Monday, November 28, 2005

Victory in Iraq

Barbara O'Brien has an interesting post on war over at Mahablog. She very cogently deconstructs the idea that the concept of "victory" applies to the kind of wars we've been fighting for the last 60 years.

Since World War II, how many wars have been fought on this planet that somebody, totally and finally, won? There’s the Chinese Civil War, which left the Communists in charge of all of China, and North Vietnam certainly won the Vietnam War, even if the U.S. never formally conceded that it lost. But of course Vietnam wasn't a formal war to begin with, which is part of the problem.

In the old days one nation would declare war on another nation, and then the two of them (and their allies) would pound the stuffing out of each other until one of them surrendered. Then treaties would be signed and the war would be declared over. In other words, there was a mutually agreed upon beginning and end to the war, and a mutually agreed upon result. That sort of thing doesn't seem to happen much any more, does it?

Instead, we have "police actions" and other military activies that aren't formally declared wars, and the enemy is not a nation but some amorphous entity with shifting territories, or no territories, and leadership as ephemeral as ghosts. Conflicts go on for years, for generations, with no apparent resolution. That seems to be the nature of war these days.

In our current war, even if some of the big names on the other side, like bin Laden or Zarqawi, were to formally capitulate and signal an end to conflict (which I can't imagine would ever happen), it wouldn't mean much. Neither of these guys were elected, notice. They're just guys who jumped in to lead at a time when people wanted leading. If they go, others will take their place, and the conflict will continue.

In a World War II-style conflict, armies conquered territories and destroyed enemy armies so that the enemy leaders would agree to surrender.
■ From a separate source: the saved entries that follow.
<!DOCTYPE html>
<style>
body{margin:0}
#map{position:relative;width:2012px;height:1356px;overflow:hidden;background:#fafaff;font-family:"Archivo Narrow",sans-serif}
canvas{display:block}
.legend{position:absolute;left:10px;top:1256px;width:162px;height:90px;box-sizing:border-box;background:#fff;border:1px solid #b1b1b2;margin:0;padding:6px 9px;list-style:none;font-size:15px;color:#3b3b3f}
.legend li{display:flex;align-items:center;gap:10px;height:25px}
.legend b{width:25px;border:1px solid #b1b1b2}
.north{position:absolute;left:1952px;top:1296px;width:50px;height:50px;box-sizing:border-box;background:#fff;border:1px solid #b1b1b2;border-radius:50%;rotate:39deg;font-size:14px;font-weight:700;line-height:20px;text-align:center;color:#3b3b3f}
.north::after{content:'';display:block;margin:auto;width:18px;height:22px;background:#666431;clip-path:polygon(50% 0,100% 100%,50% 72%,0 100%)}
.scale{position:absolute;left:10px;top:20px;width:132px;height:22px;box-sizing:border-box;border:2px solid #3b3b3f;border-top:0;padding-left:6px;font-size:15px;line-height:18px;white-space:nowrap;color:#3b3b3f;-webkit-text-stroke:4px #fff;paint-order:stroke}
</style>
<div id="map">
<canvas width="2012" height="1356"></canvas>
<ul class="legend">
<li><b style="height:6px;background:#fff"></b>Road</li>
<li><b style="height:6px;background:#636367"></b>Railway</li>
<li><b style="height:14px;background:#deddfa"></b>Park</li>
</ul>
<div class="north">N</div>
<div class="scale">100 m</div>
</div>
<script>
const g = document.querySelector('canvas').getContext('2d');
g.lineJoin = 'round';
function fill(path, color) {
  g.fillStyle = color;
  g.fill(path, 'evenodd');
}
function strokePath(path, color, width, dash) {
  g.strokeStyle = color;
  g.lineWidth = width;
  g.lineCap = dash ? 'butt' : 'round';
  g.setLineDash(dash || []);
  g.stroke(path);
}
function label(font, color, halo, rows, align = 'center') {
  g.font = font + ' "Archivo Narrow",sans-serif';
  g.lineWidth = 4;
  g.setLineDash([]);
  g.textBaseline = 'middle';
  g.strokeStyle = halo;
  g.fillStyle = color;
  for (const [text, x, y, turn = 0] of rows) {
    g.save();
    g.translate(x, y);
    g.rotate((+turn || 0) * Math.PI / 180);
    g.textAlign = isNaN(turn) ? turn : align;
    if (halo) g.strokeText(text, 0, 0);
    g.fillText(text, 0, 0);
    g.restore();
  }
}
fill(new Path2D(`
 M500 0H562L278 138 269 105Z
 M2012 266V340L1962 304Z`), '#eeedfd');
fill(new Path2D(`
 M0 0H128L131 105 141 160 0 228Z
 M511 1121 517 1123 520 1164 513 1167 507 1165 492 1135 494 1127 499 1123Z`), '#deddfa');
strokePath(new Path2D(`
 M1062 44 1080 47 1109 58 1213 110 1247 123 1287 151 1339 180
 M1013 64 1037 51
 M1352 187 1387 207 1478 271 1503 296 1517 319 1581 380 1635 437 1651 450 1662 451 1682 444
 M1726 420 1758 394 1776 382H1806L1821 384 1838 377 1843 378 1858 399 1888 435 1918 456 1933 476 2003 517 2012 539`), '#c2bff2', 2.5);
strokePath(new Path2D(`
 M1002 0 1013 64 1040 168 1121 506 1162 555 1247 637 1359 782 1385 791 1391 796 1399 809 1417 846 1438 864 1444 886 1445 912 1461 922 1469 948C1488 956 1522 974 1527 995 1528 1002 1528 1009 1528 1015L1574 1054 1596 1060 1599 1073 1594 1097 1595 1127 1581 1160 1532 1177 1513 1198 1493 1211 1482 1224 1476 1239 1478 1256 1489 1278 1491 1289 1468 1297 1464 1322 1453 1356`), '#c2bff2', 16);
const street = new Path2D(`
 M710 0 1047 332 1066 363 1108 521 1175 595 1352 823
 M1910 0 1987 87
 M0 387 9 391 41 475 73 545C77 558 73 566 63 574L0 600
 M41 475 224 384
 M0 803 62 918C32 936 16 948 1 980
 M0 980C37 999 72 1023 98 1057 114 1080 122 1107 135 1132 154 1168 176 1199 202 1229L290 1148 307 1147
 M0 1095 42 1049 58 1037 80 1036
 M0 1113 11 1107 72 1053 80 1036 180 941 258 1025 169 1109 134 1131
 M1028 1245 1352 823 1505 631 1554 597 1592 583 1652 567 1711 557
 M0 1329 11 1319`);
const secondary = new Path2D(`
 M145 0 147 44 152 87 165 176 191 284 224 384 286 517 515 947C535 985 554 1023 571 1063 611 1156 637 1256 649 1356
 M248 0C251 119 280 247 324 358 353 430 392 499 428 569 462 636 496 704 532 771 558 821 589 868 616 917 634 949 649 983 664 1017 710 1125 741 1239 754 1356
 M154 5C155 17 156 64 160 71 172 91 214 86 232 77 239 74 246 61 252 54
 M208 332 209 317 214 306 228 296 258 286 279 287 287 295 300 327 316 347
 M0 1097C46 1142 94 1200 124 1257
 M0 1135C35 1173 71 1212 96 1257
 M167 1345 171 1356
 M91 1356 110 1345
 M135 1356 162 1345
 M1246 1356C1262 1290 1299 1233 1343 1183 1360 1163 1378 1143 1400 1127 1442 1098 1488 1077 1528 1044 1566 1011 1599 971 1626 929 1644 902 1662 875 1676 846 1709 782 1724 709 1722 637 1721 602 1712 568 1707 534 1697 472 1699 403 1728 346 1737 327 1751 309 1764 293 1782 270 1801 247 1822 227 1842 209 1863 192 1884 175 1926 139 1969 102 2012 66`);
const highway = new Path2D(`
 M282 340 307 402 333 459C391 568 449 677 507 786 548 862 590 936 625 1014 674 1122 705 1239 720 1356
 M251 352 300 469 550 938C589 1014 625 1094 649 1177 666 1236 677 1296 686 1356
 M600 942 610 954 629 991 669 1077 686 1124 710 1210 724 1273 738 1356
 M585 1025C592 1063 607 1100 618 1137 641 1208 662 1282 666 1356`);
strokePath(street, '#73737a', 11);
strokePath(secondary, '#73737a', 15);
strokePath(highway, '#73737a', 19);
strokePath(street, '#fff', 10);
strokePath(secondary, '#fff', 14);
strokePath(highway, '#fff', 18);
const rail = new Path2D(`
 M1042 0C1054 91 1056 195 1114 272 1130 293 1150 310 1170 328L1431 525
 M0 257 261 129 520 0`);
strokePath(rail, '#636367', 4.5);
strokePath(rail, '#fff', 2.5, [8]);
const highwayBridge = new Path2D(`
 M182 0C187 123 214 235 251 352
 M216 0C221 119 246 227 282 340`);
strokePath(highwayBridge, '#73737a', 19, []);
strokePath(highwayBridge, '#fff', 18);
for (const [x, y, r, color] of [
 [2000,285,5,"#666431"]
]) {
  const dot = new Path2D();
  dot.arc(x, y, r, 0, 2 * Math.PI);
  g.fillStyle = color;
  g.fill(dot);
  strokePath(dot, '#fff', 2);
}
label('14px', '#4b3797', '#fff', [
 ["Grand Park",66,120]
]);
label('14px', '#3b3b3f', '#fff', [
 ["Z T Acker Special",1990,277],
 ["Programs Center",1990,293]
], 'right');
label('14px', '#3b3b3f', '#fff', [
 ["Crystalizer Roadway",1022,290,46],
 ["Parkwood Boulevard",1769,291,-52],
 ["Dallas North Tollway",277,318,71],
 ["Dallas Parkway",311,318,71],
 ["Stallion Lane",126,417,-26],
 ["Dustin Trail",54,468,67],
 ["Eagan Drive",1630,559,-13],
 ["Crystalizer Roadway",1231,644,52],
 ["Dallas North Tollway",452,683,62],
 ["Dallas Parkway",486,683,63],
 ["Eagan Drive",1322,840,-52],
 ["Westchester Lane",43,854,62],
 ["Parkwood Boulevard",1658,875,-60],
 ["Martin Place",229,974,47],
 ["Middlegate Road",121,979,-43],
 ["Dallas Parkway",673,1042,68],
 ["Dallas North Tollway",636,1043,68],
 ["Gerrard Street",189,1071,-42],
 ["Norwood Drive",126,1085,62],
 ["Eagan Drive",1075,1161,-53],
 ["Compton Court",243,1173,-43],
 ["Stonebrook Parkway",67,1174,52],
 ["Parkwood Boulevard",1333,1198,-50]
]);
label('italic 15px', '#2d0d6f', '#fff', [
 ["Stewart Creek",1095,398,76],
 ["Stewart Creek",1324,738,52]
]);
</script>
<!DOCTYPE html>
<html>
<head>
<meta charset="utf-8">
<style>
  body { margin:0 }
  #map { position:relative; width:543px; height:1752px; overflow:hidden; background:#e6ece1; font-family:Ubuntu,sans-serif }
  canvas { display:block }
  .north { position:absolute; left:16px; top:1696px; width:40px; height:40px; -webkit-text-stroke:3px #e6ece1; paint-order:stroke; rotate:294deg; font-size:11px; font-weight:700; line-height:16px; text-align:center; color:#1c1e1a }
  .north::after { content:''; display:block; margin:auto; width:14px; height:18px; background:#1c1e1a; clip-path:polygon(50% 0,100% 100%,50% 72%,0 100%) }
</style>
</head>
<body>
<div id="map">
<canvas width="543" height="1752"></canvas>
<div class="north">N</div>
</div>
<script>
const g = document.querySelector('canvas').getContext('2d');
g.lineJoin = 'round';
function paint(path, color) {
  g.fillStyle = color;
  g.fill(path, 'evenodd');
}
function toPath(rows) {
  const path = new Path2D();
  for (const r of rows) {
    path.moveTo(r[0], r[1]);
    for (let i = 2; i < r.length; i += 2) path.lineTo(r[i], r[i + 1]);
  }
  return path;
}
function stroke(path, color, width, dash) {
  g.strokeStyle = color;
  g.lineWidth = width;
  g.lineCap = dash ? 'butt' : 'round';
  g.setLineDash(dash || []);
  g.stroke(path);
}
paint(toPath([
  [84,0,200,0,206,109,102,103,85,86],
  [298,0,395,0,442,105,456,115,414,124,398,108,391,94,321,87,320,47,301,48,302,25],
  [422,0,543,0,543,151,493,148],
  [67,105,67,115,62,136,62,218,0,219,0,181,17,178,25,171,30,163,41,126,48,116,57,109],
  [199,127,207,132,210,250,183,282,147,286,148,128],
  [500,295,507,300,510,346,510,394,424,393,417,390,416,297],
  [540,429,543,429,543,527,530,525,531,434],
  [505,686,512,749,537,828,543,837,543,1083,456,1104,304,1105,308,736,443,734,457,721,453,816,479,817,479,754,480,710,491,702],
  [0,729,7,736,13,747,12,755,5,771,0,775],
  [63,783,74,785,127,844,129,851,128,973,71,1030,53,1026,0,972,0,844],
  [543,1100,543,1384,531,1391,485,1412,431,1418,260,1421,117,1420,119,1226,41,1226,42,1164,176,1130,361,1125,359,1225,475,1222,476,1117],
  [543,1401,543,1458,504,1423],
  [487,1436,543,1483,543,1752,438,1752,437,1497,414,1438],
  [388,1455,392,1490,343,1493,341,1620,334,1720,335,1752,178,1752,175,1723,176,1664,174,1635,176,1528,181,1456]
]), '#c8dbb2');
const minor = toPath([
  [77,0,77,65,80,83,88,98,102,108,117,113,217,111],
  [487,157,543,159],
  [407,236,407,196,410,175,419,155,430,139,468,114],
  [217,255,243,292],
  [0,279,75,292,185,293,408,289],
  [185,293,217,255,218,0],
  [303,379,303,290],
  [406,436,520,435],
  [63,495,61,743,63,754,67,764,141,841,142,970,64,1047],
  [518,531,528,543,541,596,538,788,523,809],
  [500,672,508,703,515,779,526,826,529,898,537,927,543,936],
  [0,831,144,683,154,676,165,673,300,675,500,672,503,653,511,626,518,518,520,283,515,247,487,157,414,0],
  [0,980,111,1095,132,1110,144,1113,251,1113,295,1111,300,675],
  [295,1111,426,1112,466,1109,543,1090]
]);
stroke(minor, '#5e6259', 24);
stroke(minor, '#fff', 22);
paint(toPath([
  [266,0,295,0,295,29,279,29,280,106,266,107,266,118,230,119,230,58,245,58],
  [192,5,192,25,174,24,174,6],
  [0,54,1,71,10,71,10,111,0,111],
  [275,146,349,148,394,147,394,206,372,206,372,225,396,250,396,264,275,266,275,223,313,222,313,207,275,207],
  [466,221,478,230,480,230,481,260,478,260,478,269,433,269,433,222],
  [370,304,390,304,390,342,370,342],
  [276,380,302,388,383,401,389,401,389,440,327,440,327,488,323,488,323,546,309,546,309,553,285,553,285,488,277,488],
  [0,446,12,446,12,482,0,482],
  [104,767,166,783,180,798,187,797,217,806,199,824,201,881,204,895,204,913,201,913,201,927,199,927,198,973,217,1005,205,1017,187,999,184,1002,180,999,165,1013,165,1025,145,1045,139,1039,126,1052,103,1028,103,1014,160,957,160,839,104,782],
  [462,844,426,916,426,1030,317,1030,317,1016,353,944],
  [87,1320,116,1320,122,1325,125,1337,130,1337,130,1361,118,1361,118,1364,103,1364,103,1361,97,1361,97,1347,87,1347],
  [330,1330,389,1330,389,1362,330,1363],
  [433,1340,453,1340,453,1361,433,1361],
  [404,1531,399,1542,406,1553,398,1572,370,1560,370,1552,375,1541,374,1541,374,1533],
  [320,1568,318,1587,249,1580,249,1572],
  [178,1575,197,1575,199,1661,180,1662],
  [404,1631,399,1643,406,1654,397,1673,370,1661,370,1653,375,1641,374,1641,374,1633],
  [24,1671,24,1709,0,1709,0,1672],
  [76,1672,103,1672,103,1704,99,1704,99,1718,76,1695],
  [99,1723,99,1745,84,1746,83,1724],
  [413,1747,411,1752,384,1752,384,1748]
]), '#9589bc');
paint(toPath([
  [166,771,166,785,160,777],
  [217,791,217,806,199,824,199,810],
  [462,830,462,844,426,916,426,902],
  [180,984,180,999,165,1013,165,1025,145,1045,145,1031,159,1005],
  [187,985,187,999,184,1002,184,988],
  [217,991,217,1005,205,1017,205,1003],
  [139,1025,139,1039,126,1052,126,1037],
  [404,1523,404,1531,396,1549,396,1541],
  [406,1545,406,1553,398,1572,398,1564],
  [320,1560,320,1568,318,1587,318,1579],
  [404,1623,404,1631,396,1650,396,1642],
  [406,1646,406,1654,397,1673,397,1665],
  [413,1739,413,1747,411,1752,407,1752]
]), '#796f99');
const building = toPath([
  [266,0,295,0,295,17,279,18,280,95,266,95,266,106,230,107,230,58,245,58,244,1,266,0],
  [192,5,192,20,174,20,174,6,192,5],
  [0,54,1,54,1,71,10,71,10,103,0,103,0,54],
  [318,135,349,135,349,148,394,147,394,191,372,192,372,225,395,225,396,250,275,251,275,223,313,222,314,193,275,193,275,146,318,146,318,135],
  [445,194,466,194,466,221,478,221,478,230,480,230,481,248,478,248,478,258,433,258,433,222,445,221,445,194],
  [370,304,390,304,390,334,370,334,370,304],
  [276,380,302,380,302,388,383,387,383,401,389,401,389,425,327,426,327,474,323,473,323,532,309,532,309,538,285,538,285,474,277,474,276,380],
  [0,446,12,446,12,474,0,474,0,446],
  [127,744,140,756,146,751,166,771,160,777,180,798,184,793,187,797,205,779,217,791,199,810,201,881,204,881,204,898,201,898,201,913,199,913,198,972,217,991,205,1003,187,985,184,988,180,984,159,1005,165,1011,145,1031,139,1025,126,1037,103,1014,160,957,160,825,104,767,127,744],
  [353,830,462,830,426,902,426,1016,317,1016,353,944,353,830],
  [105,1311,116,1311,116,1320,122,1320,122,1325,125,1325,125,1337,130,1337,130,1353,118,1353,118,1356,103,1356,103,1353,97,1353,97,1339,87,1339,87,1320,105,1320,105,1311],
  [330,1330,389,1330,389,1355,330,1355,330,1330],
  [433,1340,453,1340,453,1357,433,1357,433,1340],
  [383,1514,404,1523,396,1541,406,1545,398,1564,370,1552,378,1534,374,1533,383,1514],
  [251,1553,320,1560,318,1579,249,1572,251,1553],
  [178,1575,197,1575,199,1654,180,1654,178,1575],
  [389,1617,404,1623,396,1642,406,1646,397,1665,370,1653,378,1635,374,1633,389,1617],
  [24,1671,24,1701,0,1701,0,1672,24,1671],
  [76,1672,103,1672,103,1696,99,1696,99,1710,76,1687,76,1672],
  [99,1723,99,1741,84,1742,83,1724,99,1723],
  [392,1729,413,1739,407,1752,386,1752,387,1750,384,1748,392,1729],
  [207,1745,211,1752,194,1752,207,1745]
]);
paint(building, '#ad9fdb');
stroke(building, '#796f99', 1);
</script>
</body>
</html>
And when the leaders surrendered, the soldiers (as a rule) would stop fighting and go home. These days we have enemies with no territory to conquer and leaders who lack authority to surrender. So how can there be an old-fashioned, VE Day victory? It's odd to even think in those terms any more, yet that seems to be what the pro-war Right wants.

And, Lord knows, Bush intended to give it to them. That's what the flight suit victory prance was supposed to be. And, in a narrow sense, the enemy Bush set out to vanquish in mid-March 2003 was pretty much vanquished. But in the process we made new and worse enemies. And so the war continues, and there will be no mutually agreed upon end to it. Indeed, in the insurgents v. "coalition" war, as opposed to the jihadists v. "coalition" war, we really have reached a stalemate; the insurgents fight because we're there, and the U.S. stays because the insurgents are fighting us. And our true enemies, the jihadists, are more strengthened than weakened by our prosecution of the war. The very means we use to vanquish them -- bombs, checkpoints, white phosphorous, prisons -- give them and their cause energy and focus. Truly, the Iraq War is probably the best thing that ever happened to al Qaeda.

Bush talks about victory without explaining what victory will look like, which is something you have to explain these days. His job is made more difficult by the fact that the objectives presented to the American people before the invasion turned out to be more amorphous than al Qaeda. If you have no firm objectives, how do you know when you've accomplished them?

To apologists for war like Captain Ed, who denounce setting a timetable for withdrawal from Iraq and insist that "the only timetable that matters is victory," Barbara responds:

That sounds grand, and we could probably take all the time we wanted if we were having our war in our own country. But since we're having it in someone else's country, and they're fixin' to kick us out, it's about time to finish our drinks and find the car keys, so to speak.

Aptly put. But I think it's precisely because we're in someone else's country that people like Captain Ed feel we can take all the time we need to get to "victory." Except for the extremely small percentage of the U.S. population that is fighting in Iraq, no Americans are dying because of the war. No one is sacrificing anything in our country except those relatively few soldiers and their families. There are no kidnappings, summary executions, soldiers breaking into houses, roadside bombings, or suicide bombers in the United States. Not only that, but the war is extremely profitable for big business and high-priced consultants. I very much doubt that if the war were in our country, Captain Ed and others of his ilk would be quite so willing to say, "Hey, however long it takes."

1 comment:

Martin said...

"In the old days..."

You mean like the 100 years war or the War of the Roses or the World War of Europe parts I and II?

They really don't make them like they used to.